Re: Re: A short meditation about hash search performance

by pg (Canon)
on Nov 15, 2003 at 21:47 UTC ( #307387=note: print w/ replies, xml ) Need Help??


in reply to Re: A short meditation about hash search performance
in thread A short meditation about hash search performance

Thanks liz for the add-on information.

This surely shortens the length of the longer queue(s), if it kicks in at the right time. So what it says is that the chance run into the worst analysis I given, is probably reduced.

However this does not affect the analysis on average performance.

And still O(1) is not reachable, unless each element resolve a unique key ;-) (If that's the case, the document liz provided shall not be there, as the queue length would always be 1, and there is no need to shorten it. The fact there is such piece of info there, clearly indicates the opposite.)

Update:

Have read liz's reply and her update, especially her update, yes, I agree that Perl must only kick in the rehash base on certain carefully calculated justification, considering the cost of the re-hash.

The interesting and myterous part is what that justification is...(in a private chatting, liz pointed me to hv.c and HV_MAX_LENGTH_BEFORE_SPLIT)


Comment on Re: Re: A short meditation about hash search performance
Re: Re: Re: A short meditation about hash search performance
by liz (Monsignor) on Nov 15, 2003 at 21:57 UTC
    So what it says is that the chance run into the worst analysis I given, is probably reduced.

    Indeed. The impetus for the random key hashing scheme, was the potential for a DOS attack when a fixed key hashing scheme was used. So 5.8.1 introduced a random seed for hashing keys. However, for long running perl processes (think mod_perl), it was thinkable that the hash seed was "guessable" from performance of the program on various inputs. Since there was a binary compatibility issue as well, schemes were tried out to fix both.

    Once people realized you're really talking about a general performance issue, it started to make sense to make the algorithm self-adapting depending on the length of the lists of identical hash keys.

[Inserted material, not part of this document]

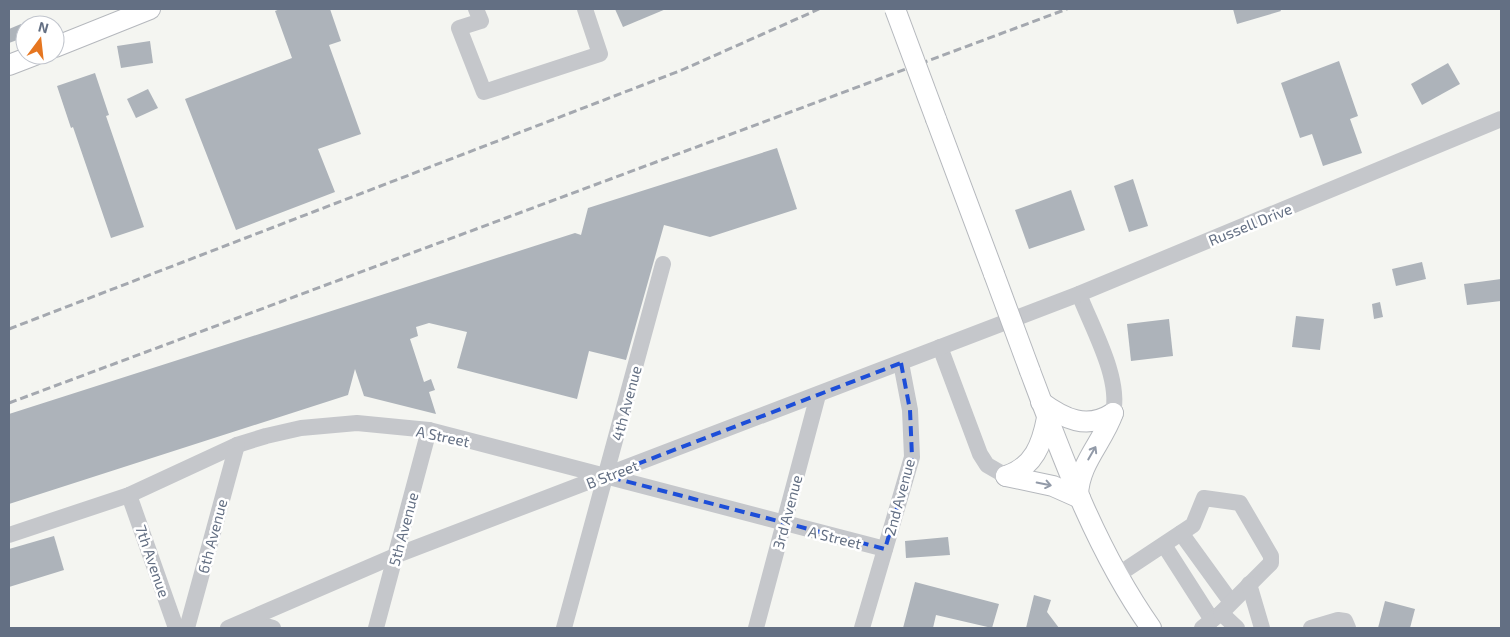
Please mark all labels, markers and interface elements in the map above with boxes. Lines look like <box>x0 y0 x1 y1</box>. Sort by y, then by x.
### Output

    Abigail-II did a lot of benchmarking on it. Maybe Abigail-II would like to elaborate?

    Liz

    Update:
    (If that's the case, the document liz provided shall not be there, as the queue length would always be 1 ...

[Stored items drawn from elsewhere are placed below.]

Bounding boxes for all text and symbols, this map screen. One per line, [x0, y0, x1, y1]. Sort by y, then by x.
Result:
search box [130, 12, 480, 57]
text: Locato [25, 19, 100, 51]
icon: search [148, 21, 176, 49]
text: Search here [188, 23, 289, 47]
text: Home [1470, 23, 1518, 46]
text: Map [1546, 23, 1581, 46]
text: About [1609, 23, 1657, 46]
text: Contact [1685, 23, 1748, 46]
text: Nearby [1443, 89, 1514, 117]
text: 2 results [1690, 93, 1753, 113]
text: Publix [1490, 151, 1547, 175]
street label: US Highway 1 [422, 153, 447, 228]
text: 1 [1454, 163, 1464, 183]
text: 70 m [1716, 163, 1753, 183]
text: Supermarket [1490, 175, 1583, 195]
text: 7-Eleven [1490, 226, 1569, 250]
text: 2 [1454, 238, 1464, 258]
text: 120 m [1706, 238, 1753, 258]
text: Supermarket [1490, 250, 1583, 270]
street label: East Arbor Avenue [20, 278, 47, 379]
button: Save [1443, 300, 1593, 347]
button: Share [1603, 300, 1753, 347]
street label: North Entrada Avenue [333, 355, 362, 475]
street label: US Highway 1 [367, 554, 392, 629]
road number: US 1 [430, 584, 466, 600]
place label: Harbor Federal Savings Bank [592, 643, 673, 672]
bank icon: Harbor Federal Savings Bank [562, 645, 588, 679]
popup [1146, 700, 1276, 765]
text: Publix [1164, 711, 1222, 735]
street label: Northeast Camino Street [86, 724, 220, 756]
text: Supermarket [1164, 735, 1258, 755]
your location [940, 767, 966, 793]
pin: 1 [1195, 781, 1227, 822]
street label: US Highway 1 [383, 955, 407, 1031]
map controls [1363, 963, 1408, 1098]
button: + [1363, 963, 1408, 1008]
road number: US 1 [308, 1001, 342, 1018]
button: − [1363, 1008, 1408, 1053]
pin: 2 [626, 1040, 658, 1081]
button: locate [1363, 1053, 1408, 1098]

    A same hash key list length of 1 for all hash keys, would be optimal if there were no other "costs" involved. However, the re-hashing of existing keys is not something to be done lightly, especially if the number of existing keys is high. So you need to find the best possible combination of same hash key list length and re-hashing. In that respect, the ideal same hash key list length is not 1!

      Abigail-II did a lot of benchmarking on it. Maybe Abigail-II would like to elaborate?
      The benchmark was fairly simply: take about million different words, insert them in a hash, measure how long it takes and what the average chain length is. They are all common words, it's the combination of various English wordlists I once grabbed from a puzzle site, and long list of Dutch words. No specially prepared input. The average chain length was 1.27 on 5.8.0, 5.8.1, 5.8.2-RC1 and 5.8.2-RC2. The only interesting thing was the time - it took about 17.5 seconds on 5.8.0, 5.8.1 and 5.8.2-RC2, and less almost 4 seconds less on 5.8.2-RC1.
      A same hash key list length of 1 for all hash keys, would be optimal if there were no other "costs" involved. However, the re-hashing of existing keys is not something to be done lightly, especially if the number of existing keys is high. So you need to find the best possible combination of same hash key list length and re-hashing. In that respect, the ideal same hash key list length is not 1!
      I do not agree with the latter conclusion. The best possible combination of max chain length and re-hashing depends on the ratio number of inserts vs number of queries (for the sake of simplicity, let's not consider deletes). The lower this ratio is (that is, the more queries you have), the more time you can spend on inserts to get a better overal performance. That is, if you have enough queries, it pays to have max chain length of 1.

      Abigail

Re: Re: Re: A short meditation about hash search performance
by Anonymous Monk on Nov 15, 2003 at 22:47 UTC

    Once again you have posted a meditation in which you have made claims about Perl performance which differs vastly from reality. Again, a little bit of research on your part would have revealed the re-hashing algorithm in place to deal with hash collisions. My suggestion for you is to read through the Perl source tree, before you post about perceived issues or dogma relating to Perl performance.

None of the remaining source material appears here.